TASK OBJECTIVE -> From the first line to the last, please write out the data exactly.

______

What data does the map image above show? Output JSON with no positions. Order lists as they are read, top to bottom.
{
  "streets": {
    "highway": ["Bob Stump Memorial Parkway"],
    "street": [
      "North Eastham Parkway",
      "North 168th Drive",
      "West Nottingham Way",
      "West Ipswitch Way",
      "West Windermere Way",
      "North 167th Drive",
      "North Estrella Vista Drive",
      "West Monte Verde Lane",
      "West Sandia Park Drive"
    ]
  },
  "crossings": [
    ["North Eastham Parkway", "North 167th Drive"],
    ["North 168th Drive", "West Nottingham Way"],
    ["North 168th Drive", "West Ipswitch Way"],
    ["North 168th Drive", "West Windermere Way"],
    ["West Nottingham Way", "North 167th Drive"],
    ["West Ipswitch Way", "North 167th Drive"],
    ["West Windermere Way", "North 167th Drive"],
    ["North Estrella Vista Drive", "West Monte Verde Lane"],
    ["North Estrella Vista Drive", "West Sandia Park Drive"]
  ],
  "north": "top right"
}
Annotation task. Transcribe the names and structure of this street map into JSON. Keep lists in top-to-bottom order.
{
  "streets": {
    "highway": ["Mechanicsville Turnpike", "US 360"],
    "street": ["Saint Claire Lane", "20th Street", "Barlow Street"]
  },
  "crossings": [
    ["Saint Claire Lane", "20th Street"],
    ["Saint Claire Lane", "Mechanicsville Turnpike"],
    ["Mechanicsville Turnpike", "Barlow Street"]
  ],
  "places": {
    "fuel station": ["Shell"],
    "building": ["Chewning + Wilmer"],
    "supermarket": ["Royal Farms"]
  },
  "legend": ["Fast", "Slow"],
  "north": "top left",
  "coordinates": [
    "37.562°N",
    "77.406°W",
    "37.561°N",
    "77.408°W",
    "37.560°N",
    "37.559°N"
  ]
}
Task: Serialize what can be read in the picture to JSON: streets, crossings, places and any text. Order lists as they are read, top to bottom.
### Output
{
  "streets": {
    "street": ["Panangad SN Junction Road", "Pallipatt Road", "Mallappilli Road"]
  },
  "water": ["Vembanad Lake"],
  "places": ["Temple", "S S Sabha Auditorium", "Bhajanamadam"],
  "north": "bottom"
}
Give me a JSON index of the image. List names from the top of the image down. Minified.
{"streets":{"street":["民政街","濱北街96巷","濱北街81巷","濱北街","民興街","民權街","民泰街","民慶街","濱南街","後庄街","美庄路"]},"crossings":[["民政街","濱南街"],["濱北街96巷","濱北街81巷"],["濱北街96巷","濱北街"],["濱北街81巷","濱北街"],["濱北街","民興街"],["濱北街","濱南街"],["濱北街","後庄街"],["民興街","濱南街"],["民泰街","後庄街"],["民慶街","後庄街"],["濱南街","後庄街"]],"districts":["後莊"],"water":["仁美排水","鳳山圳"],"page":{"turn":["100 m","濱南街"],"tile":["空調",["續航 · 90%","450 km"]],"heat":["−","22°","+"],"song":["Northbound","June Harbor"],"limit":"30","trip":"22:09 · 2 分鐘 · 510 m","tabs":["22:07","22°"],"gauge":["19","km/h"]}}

______

SOLUTION ->
What data does the map image above show? Output JSON with no positions. Order lists as they are read, top to bottom.
{
  "streets": {
    "highway": ["Bob Stump Memorial Parkway"],
    "street": [
      "North Eastham Parkway",
      "North 168th Drive",
      "West Nottingham Way",
      "West Ipswitch Way",
      "West Windermere Way",
      "North 167th Drive",
      "North Estrella Vista Drive",
      "West Monte Verde Lane",
      "West Sandia Park Drive"
    ]
  },
  "crossings": [
    ["North Eastham Parkway", "North 167th Drive"],
    ["North 168th Drive", "West Nottingham Way"],
    ["North 168th Drive", "West Ipswitch Way"],
    ["North 168th Drive", "West Windermere Way"],
    ["West Nottingham Way", "North 167th Drive"],
    ["West Ipswitch Way", "North 167th Drive"],
    ["West Windermere Way", "North 167th Drive"],
    ["North Estrella Vista Drive", "West Monte Verde Lane"],
    ["North Estrella Vista Drive", "West Sandia Park Drive"]
  ],
  "north": "top right"
}
Annotation task. Transcribe the names and structure of this street map into JSON. Keep lists in top-to-bottom order.
{
  "streets": {
    "highway": ["Mechanicsville Turnpike", "US 360"],
    "street": ["Saint Claire Lane", "20th Street", "Barlow Street"]
  },
  "crossings": [
    ["Saint Claire Lane", "20th Street"],
    ["Saint Claire Lane", "Mechanicsville Turnpike"],
    ["Mechanicsville Turnpike", "Barlow Street"]
  ],
  "places": {
    "fuel station": ["Shell"],
    "building": ["Chewning + Wilmer"],
    "supermarket": ["Royal Farms"]
  },
  "legend": ["Fast", "Slow"],
  "north": "top left",
  "coordinates": [
    "37.562°N",
    "77.406°W",
    "37.561°N",
    "77.408°W",
    "37.560°N",
    "37.559°N"
  ]
}
Task: Serialize what can be read in the picture to JSON: streets, crossings, places and any text. Order lists as they are read, top to bottom.
### Output
{
  "streets": {
    "street": ["Panangad SN Junction Road", "Pallipatt Road", "Mallappilli Road"]
  },
  "water": ["Vembanad Lake"],
  "places": ["Temple", "S S Sabha Auditorium", "Bhajanamadam"],
  "north": "bottom"
}
Give me a JSON index of the image. List names from the top of the image down. Minified.
{"streets":{"street":["民政街","濱北街96巷","濱北街81巷","濱北街","民興街","民權街","民泰街","民慶街","濱南街","後庄街","美庄路"]},"crossings":[["民政街","濱南街"],["濱北街96巷","濱北街81巷"],["濱北街96巷","濱北街"],["濱北街81巷","濱北街"],["濱北街","民興街"],["濱北街","濱南街"],["濱北街","後庄街"],["民興街","濱南街"],["民泰街","後庄街"],["民慶街","後庄街"],["濱南街","後庄街"]],"districts":["後莊"],"water":["仁美排水","鳳山圳"],"page":{"turn":["100 m","濱南街"],"tile":["空調",["續航 · 90%","450 km"]],"heat":["−","22°","+"],"song":["Northbound","June Harbor"],"limit":"30","trip":"22:09 · 2 分鐘 · 510 m","tabs":["22:07","22°"],"gauge":["19","km/h"]}}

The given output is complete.